34 Our results revealed that the degree of reduction in FA value and the extent of volume reduction were strongly intercorrelated. This suggests that the remaining fibers are more severely damaged when the volume reduction is more severe. In mice, demyelination, remyelination, and excessive myelin are observed during white matter degeneration and recovery after TBI.
35 Longitudinal studies are needed to elucidate the mechanisms underlying the strong relationship between FA values and fiber volumes in the CC observed in our study.
Significant correlations were found between the processing speed score in the WAIS-III and each of the MRI measures in the splenium of the CC. Similar relationships between FA in the splenium and processing speed were reported in children with DAI.

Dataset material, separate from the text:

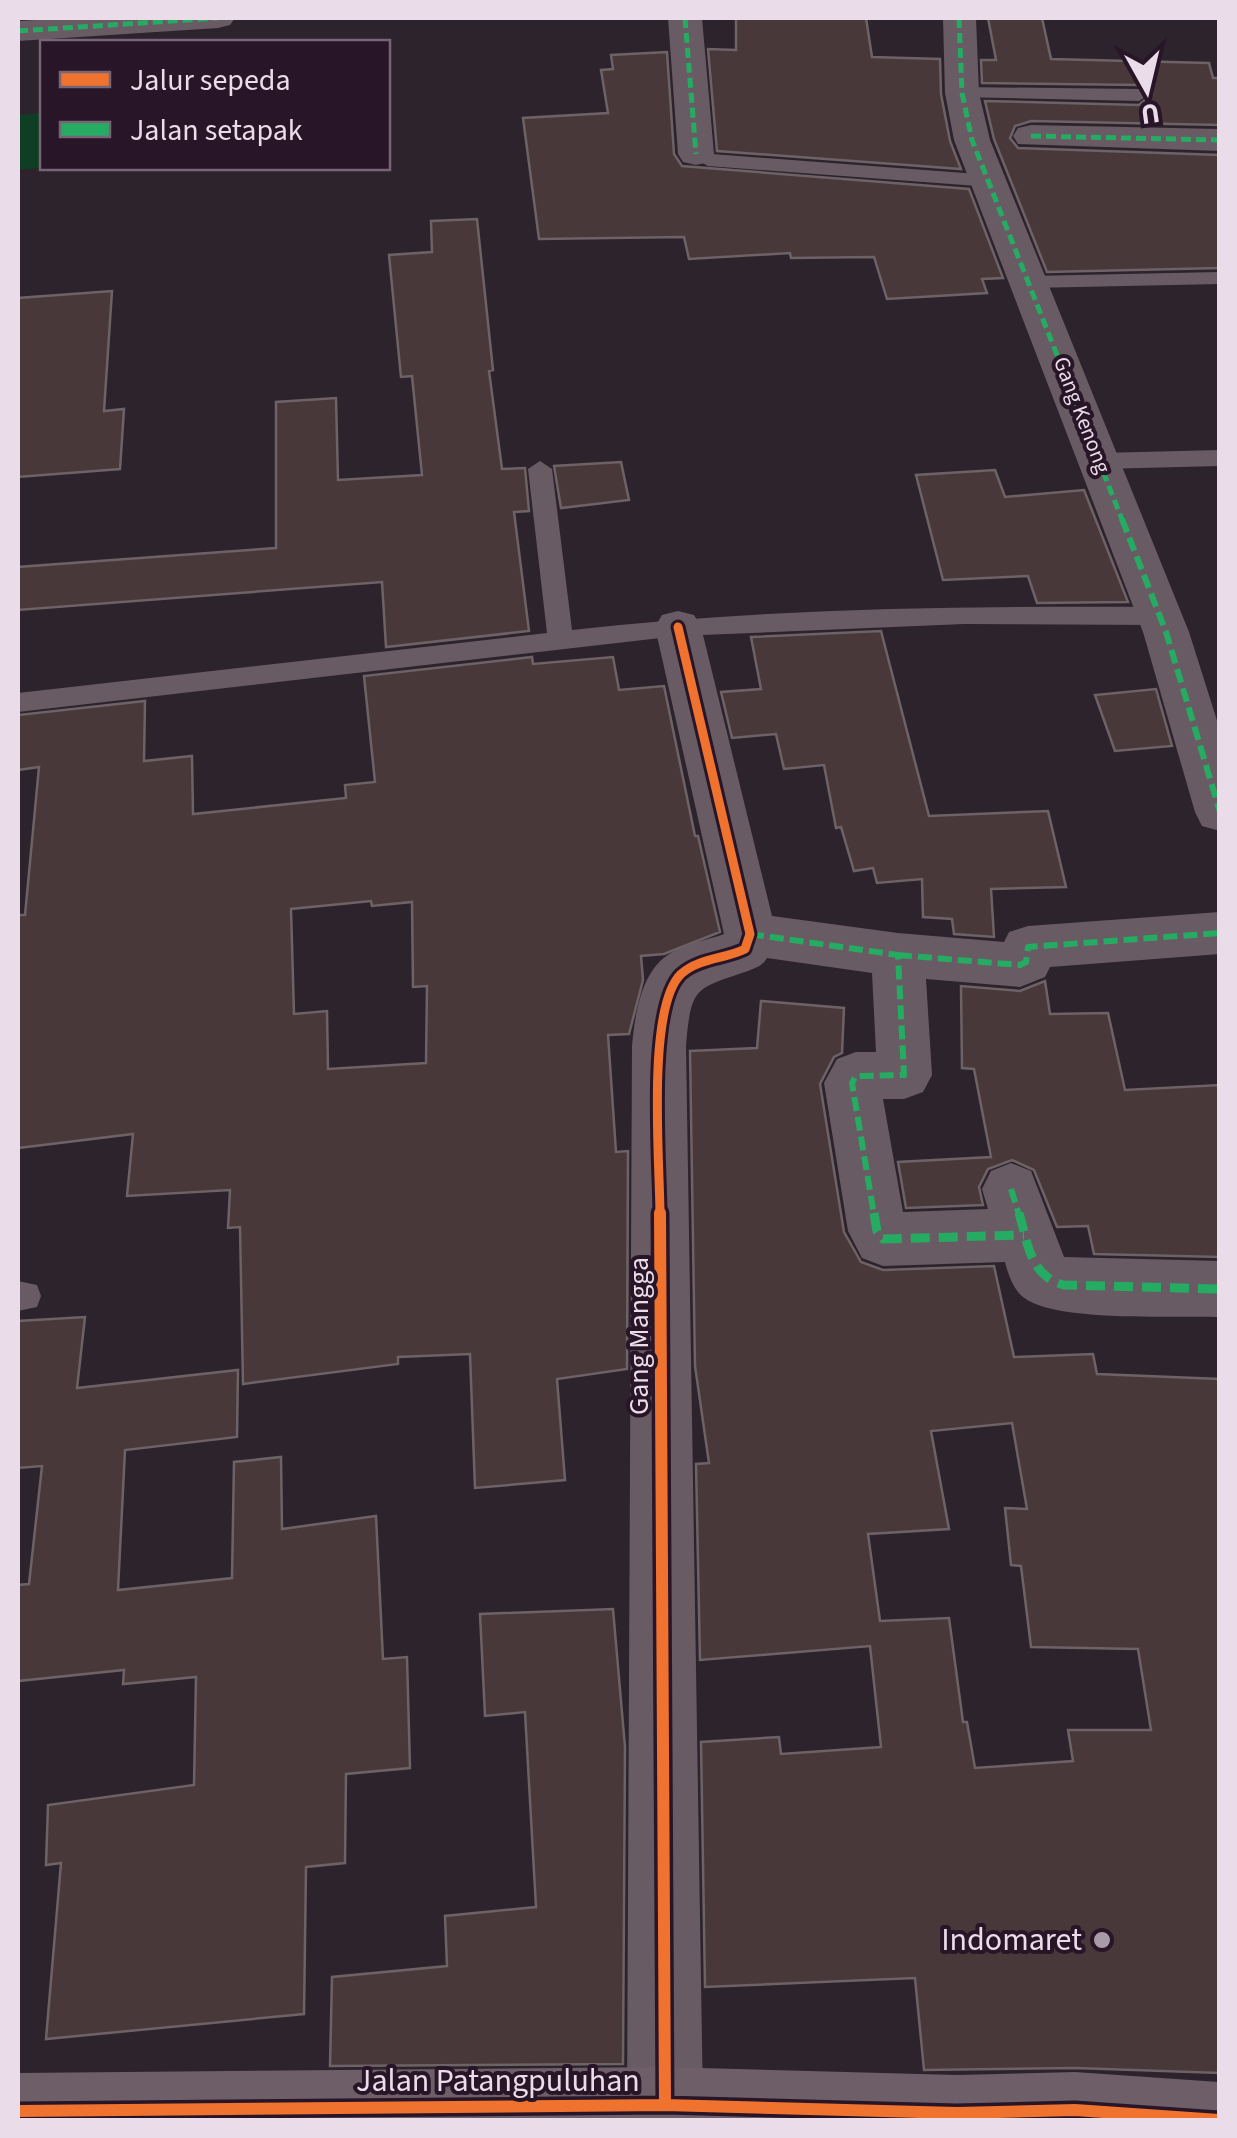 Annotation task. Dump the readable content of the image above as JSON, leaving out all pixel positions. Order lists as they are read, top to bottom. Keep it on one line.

36 Furthermore, a reduction in white matter microstructure in the CC appears to contribute to the age-related loss in cognitive processing speed.

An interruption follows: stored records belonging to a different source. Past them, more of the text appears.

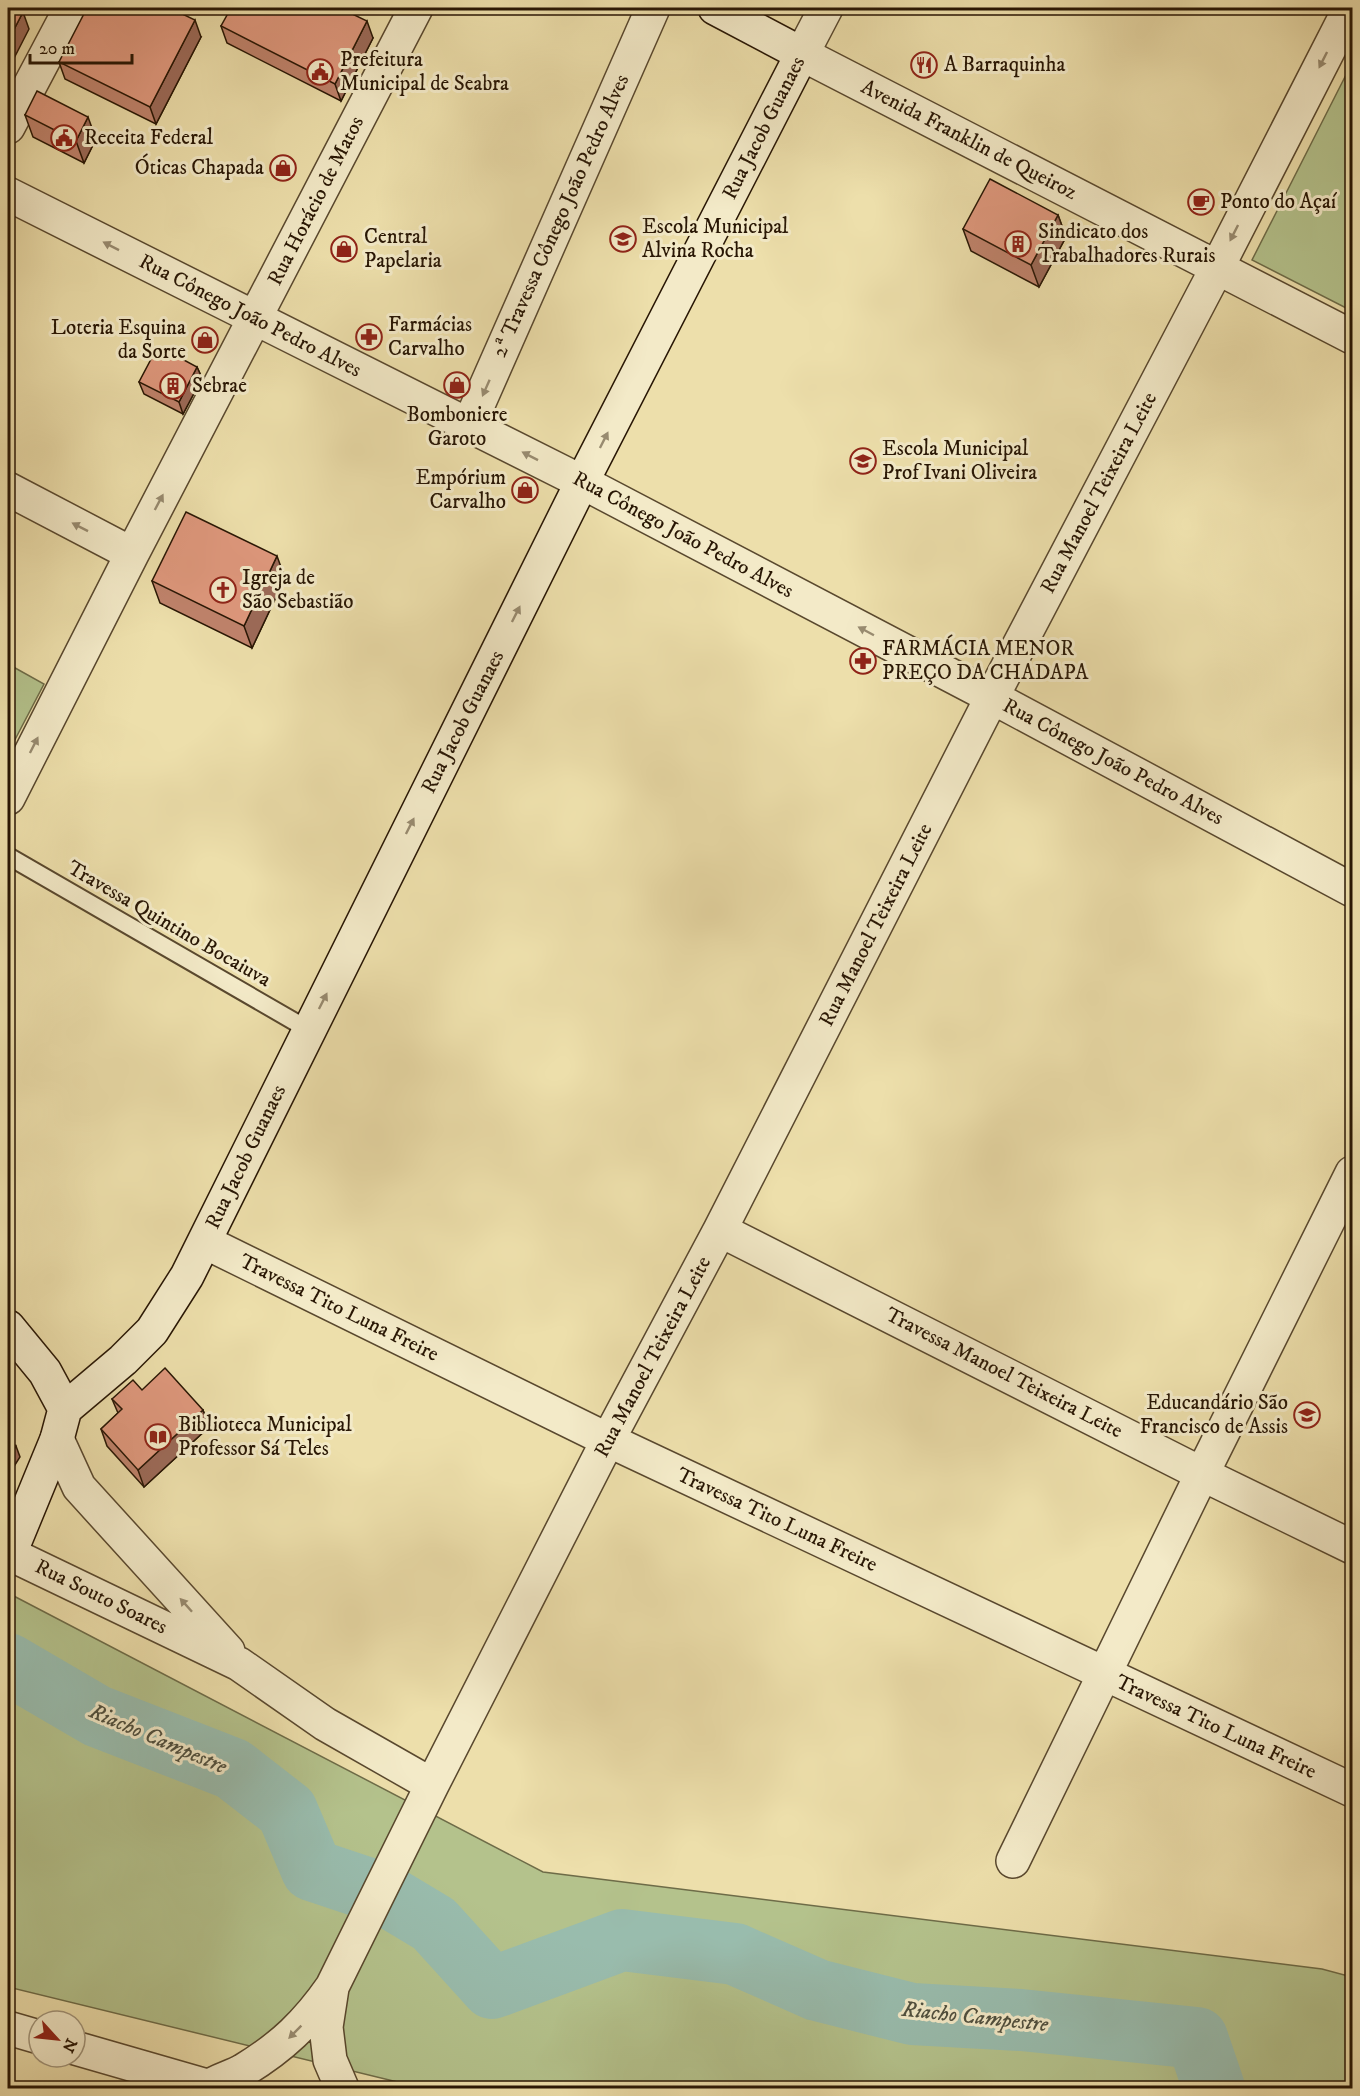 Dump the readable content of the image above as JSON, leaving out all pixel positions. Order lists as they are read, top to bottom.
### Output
{
  "streets": {
    "street": [
      "Rua Jacob Guanaes",
      "Avenida Franklin de Queiroz",
      "Rua Horácio de Matos",
      "2ª Travessa Cônego João Pedro Alves",
      "Rua Cônego João Pedro Alves",
      "Rua Manoel Teixeira Leite",
      "Travessa Tito Luna Freire",
      "Travessa Manoel Teixeira Leite",
      "Rua Souto Soares"
    ],
    "lane": ["Travessa Quintino Bocaiuva"]
  },
  "crossings": [
    ["Rua Jacob Guanaes", "Avenida Franklin de Queiroz"],
    ["Rua Jacob Guanaes", "Rua Cônego João Pedro Alves"],
    ["Rua Jacob Guanaes", "Travessa Quintino Bocaiuva"],
    ["Rua Jacob Guanaes", "Travessa Tito Luna Freire"],
    ["Rua Jacob Guanaes", "Rua Souto Soares"],
    ["Avenida Franklin de Queiroz", "Rua Manoel Teixeira Leite"],
    ["Rua Horácio de Matos", "Rua Cônego João Pedro Alves"],
    ["2ª Travessa Cônego João Pedro Alves", "Rua Cônego João Pedro Alves"],
    ["Rua Cônego João Pedro Alves", "Rua Manoel Teixeira Leite"],
    ["Rua Manoel Teixeira Leite", "Travessa Tito Luna Freire"],
    ["Rua Manoel Teixeira Leite", "Travessa Manoel Teixeira Leite"],
    ["Rua Manoel Teixeira Leite", "Rua Souto Soares"]
  ],
  "one_way": [
    "Rua Jacob Guanaes",
    "Rua Horácio de Matos",
    "2ª Travessa Cônego João Pedro Alves",
    "Rua Cônego João Pedro Alves"
  ],
  "water": ["Riacho Campestre"],
  "places": {
    "restaurant": ["A Barraquinha"],
    "public building": ["Prefeitura Municipal de Seabra", "Receita Federal"],
    "shop": [
      "Óticas Chapada",
      "Central Papelaria",
      "Loteria Esquina da Sorte",
      "Bomboniere Garoto",
      "Empórium Carvalho"
    ],
    "cafe": ["Ponto do Açaí"],
    "school or university": ["Escola Municipal Alvina Rocha", "Escola Municipal Prof Ivani Oliveira", "Educandário São Francisco de Assis"],
    "building": ["Sindicato dos Trabalhadores Rurais", "Sebrae"],
    "pharmacy": ["Farmácias Carvalho", "FARMÁCIA MENOR PREÇO DA CHADAPA"],
    "church": ["Igreja de São Sebastião"],
    "library": ["Biblioteca Municipal Professor Sá Teles"]
  },
  "scale_bar": "20 m",
  "north": "bottom right"
}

37 These observations, together with our present findings, suggest that CC pathological changes at least partially underlie the impairment in cognitive processing speed. Anatomically, the splenium of the CC contains pathways that connect the parieto-occipital regions of the two hemispheres.
38 These regions are critical for visuospatial and attentional processes.

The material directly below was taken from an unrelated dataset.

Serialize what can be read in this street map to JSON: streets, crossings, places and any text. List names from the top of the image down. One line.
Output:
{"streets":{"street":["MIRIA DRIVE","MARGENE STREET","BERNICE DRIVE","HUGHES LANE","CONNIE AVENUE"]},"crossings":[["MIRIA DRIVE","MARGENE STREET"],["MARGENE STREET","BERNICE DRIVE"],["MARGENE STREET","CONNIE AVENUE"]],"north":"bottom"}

39 Indeed, a functional MRI study showed that coordinated activity across multiple networks, including the parietal cortex, is essential for optimal cognitive processing speed.
40 Thus, the disruption of these pathways may contribute to cognitive decline in patients with DAI by interrupting communication between critical cortical structures.
Similar to the severity and duration of loss of consciousness at onset, PTA serves as a marker of injury severity in TBI. However, we found no significant relationships between PTA and each of the MRI measures in the patients. The lack of a significant relationship may be attributable to the fact that our patient sample was in the chronic stage. This suggests that CC pathology in the chronic stage may not reflect injury severity in the acute stage. However, the clinical markers of injury severity (i.e., severity and duration of loss of consciousness at onset, and PTA) may be associated with pathology in other brain regions, such as the brainstem.
This study had several limitations. First, our sample size was small and did not include patients with mild TBI. Thus, this study should be regarded as preliminary. However, despite the small sample size, our results were statistically robust and agree with other clinical observations. Second, we focused on patients with chronic DAI. Consequently, we cannot generalize our findings to patients in the acute or subacute stage. Third, the premorbid IQ and educational level of two patients was low, although the mean premorbid IQ of the patient group as a whole was within the normal range. Because these patients were not able to finish high school because of brain injury, attributing the low premorbid IQ and educational level to the brain injury, and not to any preexisting low IQ, is reasonable. Fourth, because the neuropsychological assessment was conducted using only using the WAIS-III, we may not have assessed all aspects of the cognitive impairments. In addition, we extracted the IQ index score as a measure of processing speed. The processing index score of the WAIS-III is a complex measure using a score summed from a group of subtests. Thus, we cannot identify which aspects of processing speed are impaired. Further studies are needed using comprehensive and detailed tests to assess neuropsychological disturbances in TBI. We focused on structural changes in this study, although functional abnormalities are also found in the brains of patients with DAI. Thus, future studies combining structural and functional neuroimaging techniques are needed to clarify the neuropathological basis of cognitive impairment in patients with DAI.